Close-up view of one part of chromosome 3, cytological band q29. Even in this small population sample (individual haplotypes listed down the left side, bottom), there is a flurry of structural variations, including inversions and duplications. (CNP = copy number polymorphism.) At top left is a map of genes located here in the reference sequence (hg38). The light arrow shows the direction of transcription, and the heavy vertical lines are the exons. For example. TNK2 is a protein kinase that relays signals inside cells, is active during brain development, and can be an oncogene when activated or overexpressed, as well as having a role in cell entry by some viruses.

An additional analysis was for trait loci associated with the newly found structural variants. As can be surmised from the sample genomic location diagrammed above, this kind of jumbling of the genome is likely to have functional consequences, either by breaking genes apart, joining them to foreign regulatory regions, or by duplicating or deleting them, in part or whole. The researchers found that roughly half of structural variants that map to known trait loci (called quantitative trait loci, or QTLs), were newly found in this study. So while the accuracy increase may not seem like a lot, it can have profound consequences.

The count of structural variants that differ by population. Superpopulation (region) count in light color, and population-specific in dark color.

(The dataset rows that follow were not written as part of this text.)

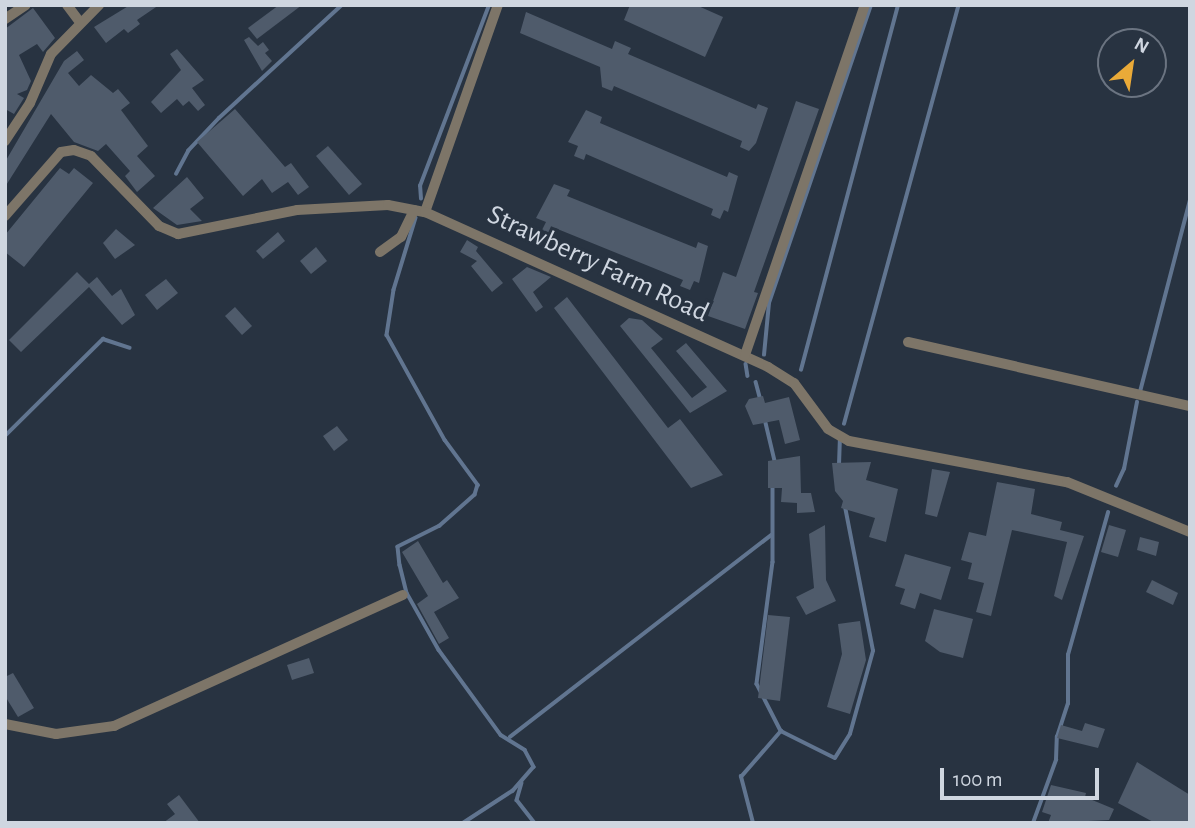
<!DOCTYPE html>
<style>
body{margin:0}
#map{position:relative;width:1195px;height:828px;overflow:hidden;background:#283341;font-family:"Alegreya Sans",sans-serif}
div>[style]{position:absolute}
.stream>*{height:3.5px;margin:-1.75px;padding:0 1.75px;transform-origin:1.75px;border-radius:1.75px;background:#617590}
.building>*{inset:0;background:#4f5b6b}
.street>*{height:10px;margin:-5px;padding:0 5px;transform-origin:5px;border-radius:5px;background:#7d7568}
span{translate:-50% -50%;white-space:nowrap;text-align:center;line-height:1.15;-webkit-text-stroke:6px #283341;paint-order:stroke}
.street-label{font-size:28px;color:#cfd6e0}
.frame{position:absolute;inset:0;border:7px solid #cfd6e0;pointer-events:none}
.north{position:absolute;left:1097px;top:28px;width:70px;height:70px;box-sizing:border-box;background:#283341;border:2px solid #6b7481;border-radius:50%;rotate:29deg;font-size:19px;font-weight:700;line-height:28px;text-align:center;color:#cfd6e0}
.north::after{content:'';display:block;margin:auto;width:24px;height:32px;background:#eaaa38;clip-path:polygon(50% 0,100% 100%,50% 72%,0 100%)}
.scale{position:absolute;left:940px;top:768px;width:159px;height:32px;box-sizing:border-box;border:4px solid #cfd6e0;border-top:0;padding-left:9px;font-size:21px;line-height:24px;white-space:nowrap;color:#cfd6e0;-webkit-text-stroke:5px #283341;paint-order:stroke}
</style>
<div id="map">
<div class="stream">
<div style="left:176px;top:174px;width:26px;rotate:-62deg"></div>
<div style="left:188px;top:151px;width:45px;rotate:-46.8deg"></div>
<div style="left:219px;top:118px;width:167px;rotate:-42.6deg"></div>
<div style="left:421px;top:199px;width:13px;rotate:-94deg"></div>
<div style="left:420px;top:186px;width:194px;rotate:-69.1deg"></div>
<div style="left:416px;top:218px;width:75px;rotate:107deg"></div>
<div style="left:394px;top:290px;width:46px;rotate:98.8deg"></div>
<div style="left:387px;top:335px;width:120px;rotate:61.1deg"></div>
<div style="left:445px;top:440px;width:56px;rotate:53.7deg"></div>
<div style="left:478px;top:485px;width:10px;rotate:107deg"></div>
<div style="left:475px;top:495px;width:47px;rotate:138.5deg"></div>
<div style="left:440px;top:526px;width:47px;rotate:153.4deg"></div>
<div style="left:398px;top:547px;width:18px;rotate:84deg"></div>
<div style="left:400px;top:565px;width:29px;rotate:76deg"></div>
<div style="left:407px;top:593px;width:65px;rotate:60.7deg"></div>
<div style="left:439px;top:650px;width:105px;rotate:53.9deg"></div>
<div style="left:501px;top:735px;width:28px;rotate:32deg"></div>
<div style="left:525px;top:750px;width:19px;rotate:62deg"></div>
<div style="left:534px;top:767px;width:32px;rotate:131deg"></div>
<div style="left:513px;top:791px;width:59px;rotate:146.9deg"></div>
<div style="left:764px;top:355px;width:52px;rotate:-84.5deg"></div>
<div style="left:769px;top:303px;width:315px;rotate:-71.1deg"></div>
<div style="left:746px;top:364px;width:12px;rotate:81deg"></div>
<div style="left:801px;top:370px;width:378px;rotate:-75.1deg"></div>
<div style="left:756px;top:382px;width:20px;rotate:75deg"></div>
<div style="left:1140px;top:392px;width:198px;rotate:-75.4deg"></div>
<div style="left:765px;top:419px;width:43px;rotate:76.6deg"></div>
<div style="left:844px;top:424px;width:434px;rotate:-74.7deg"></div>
<div style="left:5px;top:436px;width:138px;rotate:-44.7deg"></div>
<div style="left:103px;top:339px;width:28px;rotate:18deg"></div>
<div style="left:839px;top:465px;width:27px;rotate:-88deg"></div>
<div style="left:773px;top:486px;width:76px;rotate:90deg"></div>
<div style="left:773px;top:562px;width:123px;rotate:97.5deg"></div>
<div style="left:757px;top:684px;width:53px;rotate:62.9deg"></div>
<div style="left:781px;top:731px;width:60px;rotate:26.6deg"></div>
<div style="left:835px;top:758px;width:28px;rotate:-58deg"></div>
<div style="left:850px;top:734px;width:86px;rotate:-74.5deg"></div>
<div style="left:873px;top:651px;width:147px;rotate:-101deg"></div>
<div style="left:1116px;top:486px;width:19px;rotate:-65deg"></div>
<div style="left:1124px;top:469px;width:68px;rotate:-79deg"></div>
<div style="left:510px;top:737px;width:330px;rotate:-37.7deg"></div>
<div style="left:522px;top:783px;width:18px;rotate:106deg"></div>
<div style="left:517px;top:800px;width:29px;rotate:52deg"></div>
<div style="left:753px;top:823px;width:48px;rotate:-104.6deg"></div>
<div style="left:741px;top:777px;width:61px;rotate:-49deg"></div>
<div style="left:1033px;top:823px;width:67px;rotate:-69.9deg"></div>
<div style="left:1056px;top:760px;width:23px;rotate:-88deg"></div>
<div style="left:1057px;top:737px;width:35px;rotate:-72deg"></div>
<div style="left:1068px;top:704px;width:49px;rotate:-90deg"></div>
<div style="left:1068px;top:655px;width:148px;rotate:-74.3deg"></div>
</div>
<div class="building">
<div style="clip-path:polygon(130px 5px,159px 5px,137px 20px,140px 24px,128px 33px,124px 29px,106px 43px,94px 27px)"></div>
<div style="clip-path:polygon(279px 5px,302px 5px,257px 39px,248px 28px)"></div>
<div style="clip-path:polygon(630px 5px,696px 5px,723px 17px,705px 57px,624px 20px)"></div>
<div style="clip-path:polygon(33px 8px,55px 38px,43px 52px,37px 44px,19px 55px,31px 81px,27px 90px,17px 94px,24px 98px,14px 114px,5px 109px,5px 29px)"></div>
<div style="clip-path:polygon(526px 12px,612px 49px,615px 41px,631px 48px,628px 54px,756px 109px,758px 104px,768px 108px,756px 143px,749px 151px,740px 147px,742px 141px,614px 86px,612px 91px,602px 87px,600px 67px,520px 33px)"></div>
<div style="clip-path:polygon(249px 37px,258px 46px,263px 42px,269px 50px,265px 53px,272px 61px,262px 71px,244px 40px)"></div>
<div style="clip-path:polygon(177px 49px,204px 80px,192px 88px,205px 105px,198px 111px,189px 101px,183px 106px,177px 99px,161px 113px,151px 102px,181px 70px,170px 54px)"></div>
<div style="clip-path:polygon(77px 51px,84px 60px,68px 73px,79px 86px,91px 75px,113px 93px,118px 89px,130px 103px,121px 110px,148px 146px,137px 156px,155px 176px,137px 192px,125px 176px,130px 171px,106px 144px,98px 151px,74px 142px,51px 114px,5px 187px,5px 162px,64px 61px)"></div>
<div style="clip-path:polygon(796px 101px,819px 109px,754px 292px,758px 293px,745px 329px,708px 316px,723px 272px,736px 277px)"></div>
<div style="clip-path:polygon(235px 109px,285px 167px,291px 163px,309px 187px,298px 195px,288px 182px,272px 193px,262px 179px,243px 196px,197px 142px)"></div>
<div style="clip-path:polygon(586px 110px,602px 117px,600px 123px,727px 177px,729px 172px,738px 176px,728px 212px,724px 210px,720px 219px,711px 215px,713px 209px,586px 154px,584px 160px,574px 156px,578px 146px,568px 142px)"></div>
<div style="clip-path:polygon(328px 146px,362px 184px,349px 195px,316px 156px)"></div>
<div style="clip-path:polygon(60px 168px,69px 174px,74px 168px,93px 183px,24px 267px,5px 252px,5px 235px)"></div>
<div style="clip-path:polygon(187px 177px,204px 198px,190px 209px,202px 221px,177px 225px,153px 208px)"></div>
<div style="clip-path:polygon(554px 184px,570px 190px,567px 196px,696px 248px,698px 242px,708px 246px,699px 283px,694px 281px,690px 290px,680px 286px,683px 280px,555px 228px,553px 235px,542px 230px,546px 222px,536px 218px)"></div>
<div style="clip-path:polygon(116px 229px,135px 245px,115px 259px,103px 243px)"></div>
<div style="clip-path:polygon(278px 232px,285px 241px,263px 259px,256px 251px)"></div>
<div style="clip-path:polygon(467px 240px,478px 247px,476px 251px,503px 283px,492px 292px,471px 266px,477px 261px,460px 252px)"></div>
<div style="clip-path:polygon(316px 247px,327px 261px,311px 274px,300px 261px)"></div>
<div style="clip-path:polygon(527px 267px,551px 277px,533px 292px,543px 307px,536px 312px,512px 279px)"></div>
<div style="clip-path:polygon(77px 272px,89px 284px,97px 277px,112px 296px,121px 289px,135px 315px,122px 325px,89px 287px,21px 352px,9px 340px)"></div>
<div style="clip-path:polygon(166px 279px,178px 293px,157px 310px,145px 295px)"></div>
<div style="clip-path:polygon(567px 297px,668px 428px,680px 419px,723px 475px,691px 488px,554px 308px)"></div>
<div style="clip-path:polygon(235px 307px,252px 326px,242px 335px,225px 316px)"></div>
<div style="clip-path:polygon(629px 318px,642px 320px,663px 339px,651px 348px,692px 398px,707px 387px,676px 351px,686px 343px,727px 391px,690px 413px,620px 326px)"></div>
<div style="clip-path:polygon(763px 396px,765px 403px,789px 397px,800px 440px,785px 444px,779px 420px,753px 425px,745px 406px,749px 399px)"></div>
<div style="clip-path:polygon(337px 426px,348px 440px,334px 451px,323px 436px)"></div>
<div style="clip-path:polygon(800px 456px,801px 493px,811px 493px,815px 512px,797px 513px,797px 503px,781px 502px,782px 488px,768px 488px,768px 461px)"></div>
<div style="clip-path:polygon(871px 462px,866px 480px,898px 489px,886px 542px,869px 537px,875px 518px,841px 508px,843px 501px,835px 491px,832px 463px)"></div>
<div style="clip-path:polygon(932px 469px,950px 472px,937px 517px,925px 514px)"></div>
<div style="clip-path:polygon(997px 482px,1035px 489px,1031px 514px,1062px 522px,1060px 530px,1084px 536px,1062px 600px,1054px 596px,1067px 542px,1012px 530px,991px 616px,976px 612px,984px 583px,968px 579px,972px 563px,961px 560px,969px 532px,986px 536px)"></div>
<div style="clip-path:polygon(825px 525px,826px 580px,836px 601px,806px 615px,796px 597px,814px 588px,809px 534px)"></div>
<div style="clip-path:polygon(1109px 525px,1126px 530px,1118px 557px,1101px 552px)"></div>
<div style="clip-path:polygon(1140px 537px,1159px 542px,1156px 556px,1137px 550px)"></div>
<div style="clip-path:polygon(418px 541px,443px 583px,447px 580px,459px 598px,434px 612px,449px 638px,439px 644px,417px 604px,428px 596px,402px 552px)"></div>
<div style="clip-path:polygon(905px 554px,951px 567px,941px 600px,920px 593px,915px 609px,900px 604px,905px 589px,895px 586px)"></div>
<div style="clip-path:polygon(1152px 580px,1178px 593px,1173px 605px,1146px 592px)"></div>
<div style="clip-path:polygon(934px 609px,973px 619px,963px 658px,940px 652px,925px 641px)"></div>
<div style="clip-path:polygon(768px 615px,790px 617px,780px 701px,758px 698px)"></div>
<div style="clip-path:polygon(860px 621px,866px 660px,850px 714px,827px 707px,842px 654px,838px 624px)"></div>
<div style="clip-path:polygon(309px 658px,314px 673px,292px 680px,287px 665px)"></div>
<div style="clip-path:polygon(13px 673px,34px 708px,18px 717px,5px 696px,5px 677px)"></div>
<div style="clip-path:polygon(1085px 723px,1105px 729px,1098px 748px,1057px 738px,1061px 725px,1082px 731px)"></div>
<div style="clip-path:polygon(1137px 762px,1190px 795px,1190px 823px,1155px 823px,1118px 803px)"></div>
<div style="clip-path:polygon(1051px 785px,1086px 793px,1085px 797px,1114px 809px,1109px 820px,1048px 823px,1051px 815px,1042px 812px)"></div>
<div style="clip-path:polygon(179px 795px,200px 823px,163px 823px,175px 814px,167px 804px)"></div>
</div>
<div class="street">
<div style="left:67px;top:5px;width:20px;rotate:53deg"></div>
<div style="left:5px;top:19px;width:25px;rotate:-34deg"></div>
<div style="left:5px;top:141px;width:45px;rotate:-56.7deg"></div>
<div style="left:30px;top:103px;width:53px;rotate:-66.8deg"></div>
<div style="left:51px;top:54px;width:69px;rotate:-45.6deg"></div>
<div style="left:425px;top:212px;width:219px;rotate:-70.6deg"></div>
<div style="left:5px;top:216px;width:85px;rotate:-48.8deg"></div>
<div style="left:61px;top:152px;width:13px;rotate:-9deg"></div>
<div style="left:74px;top:150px;width:18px;rotate:19deg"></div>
<div style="left:91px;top:156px;width:98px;rotate:45.8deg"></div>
<div style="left:159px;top:226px;width:21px;rotate:23deg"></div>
<div style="left:178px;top:234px;width:121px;rotate:-11.4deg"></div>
<div style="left:297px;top:210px;width:91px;rotate:-3.1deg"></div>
<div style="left:388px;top:205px;width:38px;rotate:11deg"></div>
<div style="left:425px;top:212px;width:376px;rotate:24.3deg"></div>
<div style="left:768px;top:367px;width:31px;rotate:32deg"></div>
<div style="left:794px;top:383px;width:57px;rotate:53.5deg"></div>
<div style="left:828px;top:429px;width:24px;rotate:30deg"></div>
<div style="left:849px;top:441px;width:222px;rotate:10.7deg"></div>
<div style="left:1067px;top:482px;width:133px;rotate:22.1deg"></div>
<div style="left:380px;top:252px;width:26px;rotate:-36deg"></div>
<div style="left:401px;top:237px;width:30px;rotate:-64deg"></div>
<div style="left:908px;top:342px;width:289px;rotate:12.8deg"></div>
<div style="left:745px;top:355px;width:370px;rotate:-71.1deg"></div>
<div style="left:5px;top:724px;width:52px;rotate:11.1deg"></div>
<div style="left:56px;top:734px;width:59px;rotate:-7.9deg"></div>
<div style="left:114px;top:726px;width:317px;rotate:-24.4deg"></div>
</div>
<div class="street-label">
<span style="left:598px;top:264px;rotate:25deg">Strawberry Farm Road</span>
</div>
<div class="frame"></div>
<div class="north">N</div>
<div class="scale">100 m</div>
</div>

Lastly, this new fund of variation data allows another look at human ancestry. As we know, the bulk of human variation remains in Africa, and that is reflected in structural variation as well as other forms of variation. Populations elsewhere are far less diverse, due to the small groups that founded those populations from the mother-continent, and perhaps also through the new selective pressures that swept those populations, either positively or negatively. Twenty years after the original human genome was published, it continues to be a clinical and research goldmine, but also requires ongoing work to bring to complete accuracy- something this work gets us much closer to.